During the war Chile waived most of its claim over the Patagonia in the 1881 Chile/Argentina treaty, to ensure Argentina's neutrality. After the war, the Puna de Atacama dispute grew until 1899, since both Chile and Argentina claimed former Bolivian territories. On August 28, 1929, Chile returned the province of Tacna to Peru. In 1999, Chile and Peru at last agreed to fully implement the Treaty of Lima (1929), providing Peru with a port in Arica.
Ericka Beckman argued that during and after the war there was a rise of racial and national superiority ideas among the Chilean ruling class. Chilean historian Gonzalo Bulnes (son of president Manuel Bulnes) once wrote, "What defeated Peru was the superiority of a race and of a history". During the occupation of Tacna and Arica (1884–1929) the Peruvian people and nation were treated in racist and denigrating terms by the Chilean press.
In 2007 the Chilean government returned almost 4,000 books to Peru's national library, more than a century after they were taken by Chilean soldiers in hopes that the return of the books may go some way to improving the two nations’ relations.
After the war Chile had obtained military hegemony in Spanish-speaking South America.
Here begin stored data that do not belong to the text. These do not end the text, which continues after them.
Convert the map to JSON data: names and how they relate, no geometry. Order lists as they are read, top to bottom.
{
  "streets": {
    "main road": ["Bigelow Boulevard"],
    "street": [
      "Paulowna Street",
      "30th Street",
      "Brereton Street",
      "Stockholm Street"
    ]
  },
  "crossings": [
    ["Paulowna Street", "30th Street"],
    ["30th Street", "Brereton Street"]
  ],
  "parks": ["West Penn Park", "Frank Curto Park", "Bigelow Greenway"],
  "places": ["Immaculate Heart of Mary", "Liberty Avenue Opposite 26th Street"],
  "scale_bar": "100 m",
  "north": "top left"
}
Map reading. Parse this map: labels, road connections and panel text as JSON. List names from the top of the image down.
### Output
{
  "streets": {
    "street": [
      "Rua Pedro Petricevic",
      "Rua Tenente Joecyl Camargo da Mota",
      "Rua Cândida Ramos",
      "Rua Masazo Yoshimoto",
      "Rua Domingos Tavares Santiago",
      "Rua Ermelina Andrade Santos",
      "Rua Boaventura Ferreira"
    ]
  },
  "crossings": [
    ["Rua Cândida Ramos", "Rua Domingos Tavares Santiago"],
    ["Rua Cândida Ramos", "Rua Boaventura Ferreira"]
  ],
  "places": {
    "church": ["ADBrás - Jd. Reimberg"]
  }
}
Chile's expansion was seen with concern across the continent and Chilean diplomats responded to this by fomenting rivalries Chile's neighbors and other South American countries while promoting friendly relationships between countries with disputes with Chile's neighbors. Examples of this are the Chilean attempts to establish friendly relationships between Ecuador and Colombia, both were countries that had serious territorial disputes with Peru in the Amazon. Military cooperation with Ecuador grew considerably with Chile sending instructors to the military academy in Quito and selling superfluous arms and munitions to Ecuador.
According to Bruce W. Farcau, "in Peru, the wounds run less deep than in neighboring Bolivia". After the War of the Pacific, Peru was left without saltpeter production, the Chilean controlled production decreased to 15%, and production controlled by British investors rose to 55%. According to military historian Robert L. Scheina, the Chilean plunder of Peruvian national literary and art treasures contributed to "demands of revenge among Peruvians for decades." Scholar Brooke Larson pointed out that the War of the Pacific was the "first time since independence wars" that "Peru was invaded, occupied and pillaged by a foreign army" and that "no other Andean republic experienced such a costly and humiliating defeat as Peru did in the hands of Chile".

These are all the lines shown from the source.